Despite numerous appeals made to government by industry, not enough has happened this past year to improve South Africa's water infrastructure. Numerous promises were made regarding the replacement of aging infrastructure which have long since reached the end of their lifespan, but not much has come from these talks.
© Denys Smyrnov –

Past threats falling on deaf ears

Water distribution, waste disposal, irrigation and telecommunications all rely on pipelines to function. Pipelines, therefore, lie at the heart of South Africa’s infrastructure and should be replaced before they fail.

For several years now, Southern African Plastic Pipe Manufacturers Association (SAPPMA) has been issuing stern warnings about an unavoidable water crisis due to the fact that the replacement of old water pipes around the country is long overdue. As early as 2012, we starting communicating to role players and decision makers that the existing steel and asbestos cement pipe infrastructure in South Africa has corroded since they were installed more than 50 years ago.

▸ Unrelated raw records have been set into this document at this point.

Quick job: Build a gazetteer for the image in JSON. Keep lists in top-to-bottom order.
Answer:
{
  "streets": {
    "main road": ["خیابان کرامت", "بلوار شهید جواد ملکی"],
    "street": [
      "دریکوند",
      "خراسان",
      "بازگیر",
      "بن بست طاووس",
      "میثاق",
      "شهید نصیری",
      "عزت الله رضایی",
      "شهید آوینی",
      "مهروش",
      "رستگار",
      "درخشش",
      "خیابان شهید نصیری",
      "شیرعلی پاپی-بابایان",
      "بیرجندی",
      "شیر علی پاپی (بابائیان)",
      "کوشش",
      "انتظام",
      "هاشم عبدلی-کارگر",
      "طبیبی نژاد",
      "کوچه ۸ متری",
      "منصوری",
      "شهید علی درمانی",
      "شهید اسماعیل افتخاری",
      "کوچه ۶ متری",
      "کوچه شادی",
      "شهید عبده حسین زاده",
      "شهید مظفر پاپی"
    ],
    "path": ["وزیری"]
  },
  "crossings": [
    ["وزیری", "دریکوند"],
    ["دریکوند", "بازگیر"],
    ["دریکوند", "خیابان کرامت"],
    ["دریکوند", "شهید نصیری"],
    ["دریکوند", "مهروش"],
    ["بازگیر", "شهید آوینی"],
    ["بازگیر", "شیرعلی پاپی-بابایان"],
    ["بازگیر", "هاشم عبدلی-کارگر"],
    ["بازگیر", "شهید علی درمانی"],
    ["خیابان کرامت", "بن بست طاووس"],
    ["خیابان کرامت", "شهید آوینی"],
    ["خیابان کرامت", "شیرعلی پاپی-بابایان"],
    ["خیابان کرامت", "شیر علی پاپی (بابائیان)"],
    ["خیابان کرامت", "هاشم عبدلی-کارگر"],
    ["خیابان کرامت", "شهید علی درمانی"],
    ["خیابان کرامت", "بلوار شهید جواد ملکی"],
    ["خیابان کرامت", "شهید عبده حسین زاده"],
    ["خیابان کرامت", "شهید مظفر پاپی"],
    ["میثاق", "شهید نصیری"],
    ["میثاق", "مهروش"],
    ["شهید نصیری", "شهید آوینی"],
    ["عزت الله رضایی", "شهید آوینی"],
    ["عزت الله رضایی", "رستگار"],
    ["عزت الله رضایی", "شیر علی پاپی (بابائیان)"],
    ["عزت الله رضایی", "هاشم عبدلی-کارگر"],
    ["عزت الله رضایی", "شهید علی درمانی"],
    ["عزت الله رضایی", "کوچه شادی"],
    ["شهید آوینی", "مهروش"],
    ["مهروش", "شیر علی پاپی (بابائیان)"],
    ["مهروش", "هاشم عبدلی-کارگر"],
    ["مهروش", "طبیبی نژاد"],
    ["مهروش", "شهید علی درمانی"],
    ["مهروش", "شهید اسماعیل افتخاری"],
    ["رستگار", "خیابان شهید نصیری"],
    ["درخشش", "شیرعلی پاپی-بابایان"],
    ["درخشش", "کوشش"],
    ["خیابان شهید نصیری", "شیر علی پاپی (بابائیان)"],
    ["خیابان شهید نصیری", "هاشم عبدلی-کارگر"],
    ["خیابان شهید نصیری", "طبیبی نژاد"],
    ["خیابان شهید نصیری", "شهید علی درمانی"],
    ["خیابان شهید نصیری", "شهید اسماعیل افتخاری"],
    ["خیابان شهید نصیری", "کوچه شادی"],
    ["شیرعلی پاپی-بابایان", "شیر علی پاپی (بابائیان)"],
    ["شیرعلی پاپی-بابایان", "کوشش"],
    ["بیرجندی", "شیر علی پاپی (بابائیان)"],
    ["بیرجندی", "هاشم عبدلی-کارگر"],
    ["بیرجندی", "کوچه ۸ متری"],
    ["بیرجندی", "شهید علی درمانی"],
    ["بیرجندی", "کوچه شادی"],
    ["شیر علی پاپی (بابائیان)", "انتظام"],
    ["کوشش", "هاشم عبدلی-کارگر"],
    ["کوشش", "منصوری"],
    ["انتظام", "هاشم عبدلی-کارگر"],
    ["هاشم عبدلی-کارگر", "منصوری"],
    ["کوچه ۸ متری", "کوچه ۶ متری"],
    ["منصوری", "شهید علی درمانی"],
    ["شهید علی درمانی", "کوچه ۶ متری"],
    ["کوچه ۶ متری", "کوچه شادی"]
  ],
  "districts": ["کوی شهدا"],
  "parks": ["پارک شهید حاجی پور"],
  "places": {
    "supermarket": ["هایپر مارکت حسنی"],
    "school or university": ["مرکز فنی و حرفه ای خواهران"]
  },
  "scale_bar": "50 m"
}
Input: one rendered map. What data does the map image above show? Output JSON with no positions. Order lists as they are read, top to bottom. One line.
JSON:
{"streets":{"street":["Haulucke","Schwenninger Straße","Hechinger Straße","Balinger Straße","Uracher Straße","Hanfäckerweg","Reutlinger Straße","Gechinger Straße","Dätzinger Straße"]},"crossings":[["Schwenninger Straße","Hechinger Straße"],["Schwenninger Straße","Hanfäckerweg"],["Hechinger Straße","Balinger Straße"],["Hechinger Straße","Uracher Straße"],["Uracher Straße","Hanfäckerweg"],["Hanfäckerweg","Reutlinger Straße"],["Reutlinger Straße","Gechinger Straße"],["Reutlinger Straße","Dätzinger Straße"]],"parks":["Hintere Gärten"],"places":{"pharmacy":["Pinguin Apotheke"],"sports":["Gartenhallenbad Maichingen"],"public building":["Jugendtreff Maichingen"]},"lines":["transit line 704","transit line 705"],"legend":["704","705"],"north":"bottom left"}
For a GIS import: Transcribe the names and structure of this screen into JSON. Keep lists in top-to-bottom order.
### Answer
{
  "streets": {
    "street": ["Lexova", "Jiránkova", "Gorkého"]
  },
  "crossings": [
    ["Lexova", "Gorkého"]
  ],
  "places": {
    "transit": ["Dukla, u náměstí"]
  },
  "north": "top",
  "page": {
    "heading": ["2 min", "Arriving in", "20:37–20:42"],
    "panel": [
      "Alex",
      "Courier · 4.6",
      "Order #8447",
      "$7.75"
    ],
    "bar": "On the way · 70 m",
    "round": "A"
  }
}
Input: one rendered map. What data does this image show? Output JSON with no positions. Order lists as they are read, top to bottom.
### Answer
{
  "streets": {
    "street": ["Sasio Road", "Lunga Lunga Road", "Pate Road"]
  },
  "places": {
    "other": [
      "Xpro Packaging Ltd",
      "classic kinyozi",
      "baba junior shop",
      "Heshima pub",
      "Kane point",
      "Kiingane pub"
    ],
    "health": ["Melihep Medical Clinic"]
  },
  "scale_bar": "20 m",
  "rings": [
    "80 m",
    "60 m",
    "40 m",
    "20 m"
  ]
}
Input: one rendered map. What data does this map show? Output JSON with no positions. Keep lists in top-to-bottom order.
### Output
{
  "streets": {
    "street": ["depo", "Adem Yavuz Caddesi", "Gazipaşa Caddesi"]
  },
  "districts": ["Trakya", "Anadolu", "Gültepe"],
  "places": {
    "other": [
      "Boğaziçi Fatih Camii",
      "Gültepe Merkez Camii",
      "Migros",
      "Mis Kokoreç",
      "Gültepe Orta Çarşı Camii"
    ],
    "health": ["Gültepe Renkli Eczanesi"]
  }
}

We have been warning government for a long time now about the possibility of water shortages in the country, especially in areas of high population. Their reluctance to listen to us and slow action is now starting to take its toll in the light of severe water restrictions. When looking at the current water crisis and possibility of water shedding, however, it is clear that we were not crying wolf. Unfortunately, it has taken too long for the message to sink in nor are they doing enough to address related problems such as the pollution of the country’s water sources.

Growth areas for the plastic pipe industry

Despite the fact that we are operating in very difficult economic and market conditions, there are exciting areas of growth in the plastic pipe industry. Water distribution and sewage disposal in particular are two areas where the demand for HDPE and PVC pipes are growing in demand.

The potential for strong recovery in the plastics pipe industry is great, provided a few sensible decisions are made at government level. Apart from this, there is still good potential to grow market share at the cost of other materials, due to the inherent benefits of PVC and HDPE piping systems. This includes the ability of some materials enabling larger diameters and higher pressures.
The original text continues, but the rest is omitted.